Entertainment

Poe Dameron's Fate Is Anyone's Guess

No home viewing experience can seriously rival seeing a Star Wars film in a dark and crowded theater. But The Force Awakens DVD and digital video release makes up for the difference with a couple of hours of special features. Among those bonus clips is a comprehensive The Force Awakens behind-the-scenes documentary that includes a detailed conversation about the changing luck of Oscar Isaac's fighter pilot character. Poe Dameron was originally supposed to die in The Force Awakens, early in the movie. But why did creative team alter the script to keep him alive and what does that mean for Poe's role in future Star Wars episodes?

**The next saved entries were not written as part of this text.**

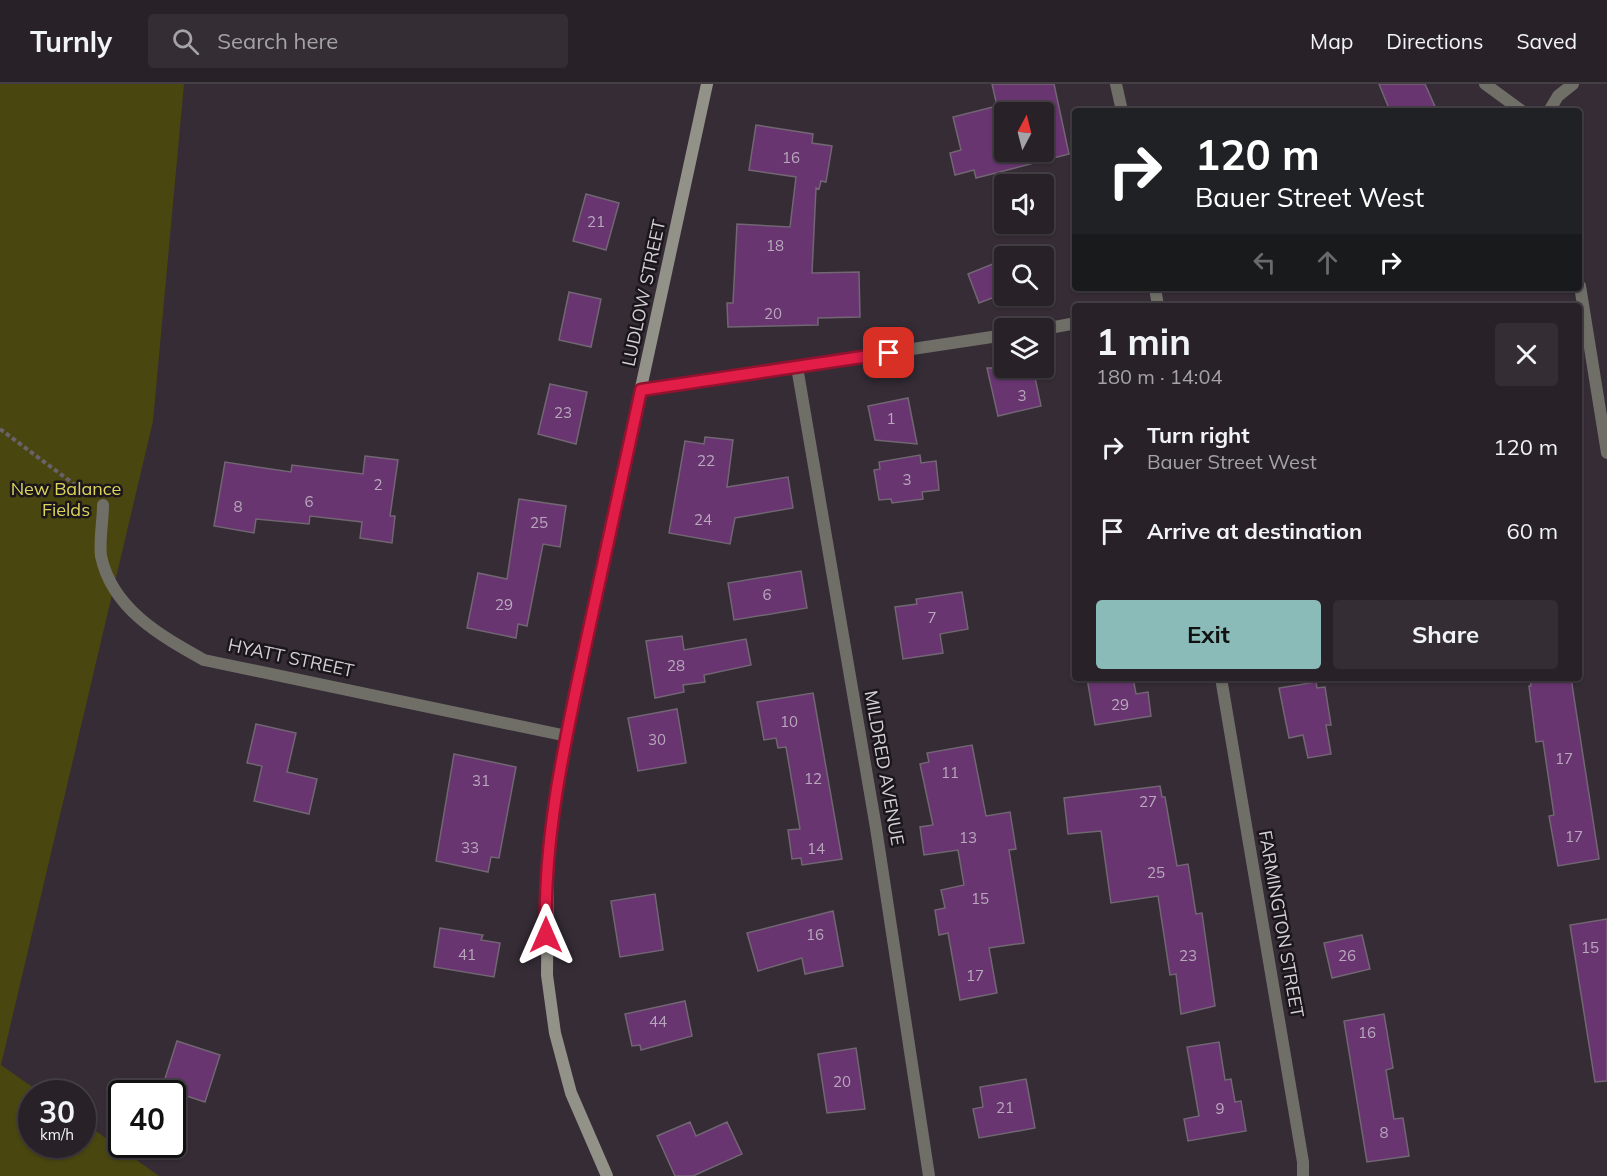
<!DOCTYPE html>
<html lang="en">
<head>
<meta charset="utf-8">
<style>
	body { margin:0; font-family:Mulish,sans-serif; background:#342e34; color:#f1f3f6; height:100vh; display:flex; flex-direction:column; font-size:22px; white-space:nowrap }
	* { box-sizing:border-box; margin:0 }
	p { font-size:20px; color:#a5a3a8 }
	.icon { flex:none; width:33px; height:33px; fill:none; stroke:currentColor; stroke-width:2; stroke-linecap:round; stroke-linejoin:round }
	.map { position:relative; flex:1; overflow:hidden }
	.panel { position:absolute; left:1072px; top:219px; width:510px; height:378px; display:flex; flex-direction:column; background:#282128; border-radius:6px; box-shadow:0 2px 4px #0004,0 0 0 2px #443e45 }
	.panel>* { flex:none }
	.banner { position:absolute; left:1072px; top:24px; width:510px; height:183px; border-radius:6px; box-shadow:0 2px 4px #0004,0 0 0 2px #443e45; background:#202124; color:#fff; overflow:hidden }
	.needle { width:39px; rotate:7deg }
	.fabs { position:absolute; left:994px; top:18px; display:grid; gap:12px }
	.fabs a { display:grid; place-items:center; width:60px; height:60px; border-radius:6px; background:#282128; box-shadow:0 2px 4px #0004,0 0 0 2px #443e45; font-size:30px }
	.speed { position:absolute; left:18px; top:996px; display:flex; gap:12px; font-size:30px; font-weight:700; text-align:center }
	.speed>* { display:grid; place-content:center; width:78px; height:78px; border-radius:50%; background:#282128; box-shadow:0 2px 4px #0004,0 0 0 2px #443e45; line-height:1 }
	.speed small { font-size:15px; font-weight:400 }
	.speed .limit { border:3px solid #111; border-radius:9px; background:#fff; color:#111 }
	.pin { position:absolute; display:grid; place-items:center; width:51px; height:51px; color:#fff; margin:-26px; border-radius:12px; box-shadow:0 3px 9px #0006 }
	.me { position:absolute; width:66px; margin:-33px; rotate:0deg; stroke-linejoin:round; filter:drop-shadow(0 0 4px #0008) }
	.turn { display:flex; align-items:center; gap:21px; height:126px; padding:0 24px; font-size:27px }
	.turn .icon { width:78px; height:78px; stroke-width:2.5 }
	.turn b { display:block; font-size:42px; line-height:51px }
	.lanes { display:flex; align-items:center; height:57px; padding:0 24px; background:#0003; justify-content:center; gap:30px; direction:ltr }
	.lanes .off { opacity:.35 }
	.round { display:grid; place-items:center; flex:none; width:63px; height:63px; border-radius:6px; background:#342e34 }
	.summary { display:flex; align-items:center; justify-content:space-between; height:102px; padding:0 24px }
	h1 { font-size:36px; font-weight:700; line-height:45px }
	.action { display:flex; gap:12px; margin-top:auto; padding:12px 24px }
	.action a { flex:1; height:69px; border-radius:6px; background:#8bbbb9; color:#111; font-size:24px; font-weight:700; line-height:69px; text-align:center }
	.action a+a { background:#342e34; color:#f1f3f6 }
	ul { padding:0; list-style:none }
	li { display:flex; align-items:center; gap:18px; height:84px; padding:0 24px }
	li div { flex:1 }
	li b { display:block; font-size:22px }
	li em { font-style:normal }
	header { display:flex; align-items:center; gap:36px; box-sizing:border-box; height:84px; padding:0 30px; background:#282128; border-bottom:2px solid #443e45 }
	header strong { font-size:28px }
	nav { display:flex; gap:33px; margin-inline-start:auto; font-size:21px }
	.search { width:420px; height:54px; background:#342e34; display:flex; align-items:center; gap:15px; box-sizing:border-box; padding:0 21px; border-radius:6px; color:#a5a3a8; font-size:22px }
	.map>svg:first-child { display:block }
	.green { fill:#4a4610 }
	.building { fill:#683571; stroke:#716672; stroke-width:1.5; fill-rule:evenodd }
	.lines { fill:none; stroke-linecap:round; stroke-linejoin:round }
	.path { stroke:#69626a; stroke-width:4; stroke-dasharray:4.5 3; stroke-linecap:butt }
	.street { stroke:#6f6f68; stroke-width:12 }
	.secondary { stroke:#929288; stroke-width:12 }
	.route-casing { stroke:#92132f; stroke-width:15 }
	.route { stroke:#e11d48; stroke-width:10 }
	.labels { text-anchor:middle; stroke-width:5; stroke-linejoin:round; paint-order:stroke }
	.number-label { font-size:15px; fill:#b9a8bc }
	.street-label { font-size:18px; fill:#d4cfd5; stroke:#1a161b }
	.park-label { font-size:18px; fill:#ddd55b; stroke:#1a161b }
</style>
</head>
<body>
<header>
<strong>Turnly</strong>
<div class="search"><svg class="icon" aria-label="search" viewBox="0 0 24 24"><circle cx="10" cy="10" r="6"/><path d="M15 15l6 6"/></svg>Search here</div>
<nav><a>Map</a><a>Directions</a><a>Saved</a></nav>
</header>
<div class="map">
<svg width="1607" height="1092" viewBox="0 0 1607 1092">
	<rect width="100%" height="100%" fill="#352c36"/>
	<path class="green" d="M0 0H184L153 337 1 981 41 1009 32 1010V1060H82L83 1038 159 1092H0Z"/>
	<path class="building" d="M992 0H1054L1069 70 976 94 974 86 955 91 950 69 961 66 953 33 997 22ZM1005 28H1044V68H1005Z
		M1379 0H1425L1437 27H1390Z
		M756 41 813 50 812 59 832 62 826 98 821 97 819 105 816 104 812 189 859 188 860 233 818 234V241L728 243 727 219H733L737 140 790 143 796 93 749 86Z
		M586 110 619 119 606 166 573 157Z
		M1005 175V209L979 219 968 190Z
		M569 208 601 215 591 263 559 256Z
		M987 284H1033L1041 322 998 332Z
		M550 300 587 308 576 360 538 350Z
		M908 314 917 360 875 356 868 322Z
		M705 353 733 356 727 403 788 393 793 424 735 434 730 460 669 449 685 357 704 360Z
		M920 371 921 379 936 377 939 406 922 408 923 415 892 419 891 415 879 416 874 386 880 385 879 378Z
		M365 372 398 376 390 432H395L392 459 360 454 362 438 310 432 309 440 256 435 254 449 214 442 225 378 291 388 292 381 363 390Z
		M519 415 566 422 560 463 543 460 527 542 518 540 516 554 467 544 478 489 507 495Z
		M801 487 807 524 734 536 728 499Z
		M962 508 968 545 940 550 943 569 903 575 895 523 917 520 916 515Z
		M682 552 684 566 746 555 751 581 704 591 705 598 683 601 684 608 655 614 646 557Z
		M1087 594H1133L1136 610 1148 608 1151 632 1095 641Z
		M1530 594H1571L1599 775 1558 782 1549 732 1554 731 1543 657 1536 658 1529 602H1531Z
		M1316 598 1317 604 1325 603 1331 641H1326L1331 670 1308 674 1303 651 1289 654 1279 604Z
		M813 609 842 775 802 781 801 774 792 775 788 746 800 745 786 663 778 664 776 654 764 656 757 618Z
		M677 625 686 679 638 687 628 634Z
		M256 640 296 649 287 688 317 695 309 730 254 717 262 682 247 679Z
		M972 661 986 732 1010 728 1016 765 1009 766 1024 859 989 864 997 909 960 916 948 849 939 851 935 826 945 824 941 806 964 801 958 766 924 771 920 743 933 741 920 680 929 678 927 669Z
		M454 670 516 683 499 774 491 773 488 788 436 777Z
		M1160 702 1162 713H1165L1177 782 1188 780 1196 830 1202 829 1215 922 1181 930 1176 890 1170 891 1158 812 1111 819 1101 747 1068 750 1064 714Z
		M655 810 663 866 620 873 611 817Z
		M833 827 843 882 805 890 802 874 758 887 747 849Z
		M1607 835V997L1595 998 1570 841Z
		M440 844 483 851 481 856 500 859 494 893 434 883Z
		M1362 851 1370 885 1332 894 1324 859Z
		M685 917 692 952 641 966 640 961 632 962 625 930Z
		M1384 930 1393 984 1386 986 1394 1035 1403 1034 1409 1072 1367 1078 1344 937Z
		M177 957 220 971 205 1018 162 1004Z
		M1219 958 1225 996 1231 995 1235 1018 1241 1017 1246 1047 1188 1057 1184 1035 1199 1032 1187 963Z
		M856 964 865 1025 827 1029 818 970Z
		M1026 995 1035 1044 979 1054 973 1025 983 1023 980 1003Z
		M690 1038 696 1052 727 1038 742 1070 693 1092H675L657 1052Z"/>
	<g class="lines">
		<path class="path" d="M0 345 86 409"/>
		<path class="street" d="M1116 0 1122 27
			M1485 0 1522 27
			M1549 27 1558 12 1573 0
			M1580 202 1607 369
			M1155 204 1158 222
			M1044 245 1076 239
			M797 283 876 744 929 1092
			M641 306 1005 251
			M103 421C103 437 99 457 101 472 112 525 161 552 204 576L567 652
			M1221 594 1303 1078V1092"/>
		<path class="secondary" d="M607 1092 571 1009 555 949 547 891 548 773 554 719 574 612 707 0"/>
	</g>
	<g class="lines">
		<defs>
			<path id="route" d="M546 851C543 756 564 661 584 568 603 481 622 393 641 306L889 269"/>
		</defs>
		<use href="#route" class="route-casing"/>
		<use href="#route" class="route"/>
	</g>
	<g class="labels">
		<g class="number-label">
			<text x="791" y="79">16</text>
			<text x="596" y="143">21</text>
			<text x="775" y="167">18</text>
			<text x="773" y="235">20</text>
			<text x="1022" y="317">3</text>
			<text x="563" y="334">23</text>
			<text x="891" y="340">1</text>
			<text x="706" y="382">22</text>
			<text x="907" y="401">3</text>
			<text x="378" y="406">2</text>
			<text x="309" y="423">6</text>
			<text x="238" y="428">8</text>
			<text x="703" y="441">24</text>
			<text x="539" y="444">25</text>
			<text x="767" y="516">6</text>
			<text x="504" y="526">29</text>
			<text x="932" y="539">7</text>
			<text x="676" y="587">28</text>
			<text x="1120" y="626">29</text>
			<text x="789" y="643">10</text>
			<text x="657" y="661">30</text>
			<text x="1564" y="680">17</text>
			<text x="950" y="694">11</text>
			<text x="813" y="700">12</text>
			<text x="481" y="702">31</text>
			<text x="1148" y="723">27</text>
			<text x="1574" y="758">17</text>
			<text x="968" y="759">13</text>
			<text x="470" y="769">33</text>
			<text x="816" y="770">14</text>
			<text x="1156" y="794">25</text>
			<text x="980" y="820">15</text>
			<text x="815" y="856">16</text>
			<text x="1590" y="869">15</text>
			<text x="467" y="876">41</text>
			<text x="1188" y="877">23</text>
			<text x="1347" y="877">26</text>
			<text x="975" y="897">17</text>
			<text x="658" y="943">44</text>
			<text x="1367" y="954">16</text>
			<text x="842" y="1003">20</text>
			<text x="1005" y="1029">21</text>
			<text x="1220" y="1030">9</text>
			<text x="1384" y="1054">8</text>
		</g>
		<g class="street-label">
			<text transform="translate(644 209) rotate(-78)" y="6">LUDLOW STREET</text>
			<text transform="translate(291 574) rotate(12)" y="6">HYATT STREET</text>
			<text transform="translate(884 684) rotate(80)" y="6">MILDRED AVENUE</text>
			<text transform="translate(1281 840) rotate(80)" y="6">FARMINGTON STREET</text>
		</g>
		<g class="park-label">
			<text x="66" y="411">New Balance<tspan x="66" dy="21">Fields</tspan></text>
		</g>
	</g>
</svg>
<div class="fabs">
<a><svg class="needle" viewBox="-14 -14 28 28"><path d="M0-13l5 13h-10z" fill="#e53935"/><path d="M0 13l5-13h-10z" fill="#a5a3a8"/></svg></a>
<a><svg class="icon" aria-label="sound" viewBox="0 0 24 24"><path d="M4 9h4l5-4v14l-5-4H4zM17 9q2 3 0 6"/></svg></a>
<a><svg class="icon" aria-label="search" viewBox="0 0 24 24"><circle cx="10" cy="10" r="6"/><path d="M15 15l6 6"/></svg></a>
<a><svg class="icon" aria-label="layers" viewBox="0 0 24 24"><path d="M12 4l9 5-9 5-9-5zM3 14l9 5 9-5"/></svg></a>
</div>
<div class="speed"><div>30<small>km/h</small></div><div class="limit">40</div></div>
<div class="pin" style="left:889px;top:269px;background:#d93025"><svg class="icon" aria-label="arrive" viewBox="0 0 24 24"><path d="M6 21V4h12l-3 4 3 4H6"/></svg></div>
<svg class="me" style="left:546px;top:851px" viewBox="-20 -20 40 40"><path d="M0-17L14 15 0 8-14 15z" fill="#e11d48" stroke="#fff" stroke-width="4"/></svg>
<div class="banner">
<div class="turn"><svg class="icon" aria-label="right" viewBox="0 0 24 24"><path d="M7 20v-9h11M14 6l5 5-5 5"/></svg><div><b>120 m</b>Bauer Street West</div></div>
<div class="lanes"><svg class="icon off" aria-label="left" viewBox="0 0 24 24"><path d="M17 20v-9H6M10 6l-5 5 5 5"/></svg><svg class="icon off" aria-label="ahead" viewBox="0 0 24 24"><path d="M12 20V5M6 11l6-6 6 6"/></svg><svg class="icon" aria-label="right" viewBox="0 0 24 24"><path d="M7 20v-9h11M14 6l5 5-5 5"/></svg></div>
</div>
<section class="panel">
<div class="summary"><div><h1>1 min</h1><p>180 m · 14:04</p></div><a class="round"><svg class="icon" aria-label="close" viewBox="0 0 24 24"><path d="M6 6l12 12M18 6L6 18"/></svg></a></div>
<ul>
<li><svg class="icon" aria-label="right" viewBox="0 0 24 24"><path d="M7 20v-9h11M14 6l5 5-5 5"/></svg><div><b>Turn right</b><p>Bauer Street West</p></div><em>120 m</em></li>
<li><svg class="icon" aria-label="arrive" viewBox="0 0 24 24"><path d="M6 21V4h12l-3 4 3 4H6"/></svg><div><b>Arrive at destination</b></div><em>60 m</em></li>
</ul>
<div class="action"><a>Exit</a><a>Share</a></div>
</section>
</div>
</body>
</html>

Somewhat hilariously, Poe's life was extended in part because Isaac was fresh off of playing a string of characters who'd been killed off early in their respective movies. "Originally Poe was going to die early in the film and that was the script that Oscar saw," director J.J. Abrams says in the featurette. "And he was sick of dying early on." Fortunately, Isaac's personal preference (not dying) aligned with screenwriter Lawrence Kasdan's fondness for the character. "The role of Han in the first three movies, he's the one that draws your eye because you don't know what he's going to do," Kasdan says. "That's an archetype that all of us like. We wanted someone like that to be in this group." Enter, Poe Dameron.

It's not every day that an actor's suggestion is the catalyst to dramatically change the narrative course of a major film in a legendary series. But the fan response to Poe's character, his relationships with other members of the ensemble (ahem, Finn), and the various hero moments he has throughout The Force Awakens seem to prove that Abrams and Kasdan made the right choice in keeping the fighter pilot around. "A week or so [after their conversation], J.J. wrote me and said, 'We've got it figured out. Poe is in the rest of the movie now,'" Isaac proudly remembers. "I get to live!"

Now Star Wars fans are wondering if Poe's survival of the Jakku crash and the rest of The Force Awakens is just a short reprieve. If the sniffles in my theater during Han Solo's final scene are any indication, giving an audience more time to know and identify with a character — and, especially in the case of Star Wars, to build that character up into an icon — just lends more impact to a future death. Also, prolonging Poe's life establishes him as a part of a new era trio: Finn, Poe, and Rey, the Star Wars squad for the next generation. And though Han definitely had it rough in The Empire Strikes Back, he was too much a part of the core team to be taken out completely at that point.

In the behind-the-scenes documentary on The Force Awakens DVD, Isaac says he's eagerly anticipating "going forward, what [Poe will] add to the fight against the First Order." The pilot's fate is still (wait for it) up in the air, but Poe Dameron has a lot still to offer to the Resistance and to his new friends. I don't expect he'll be taken away from them just yet.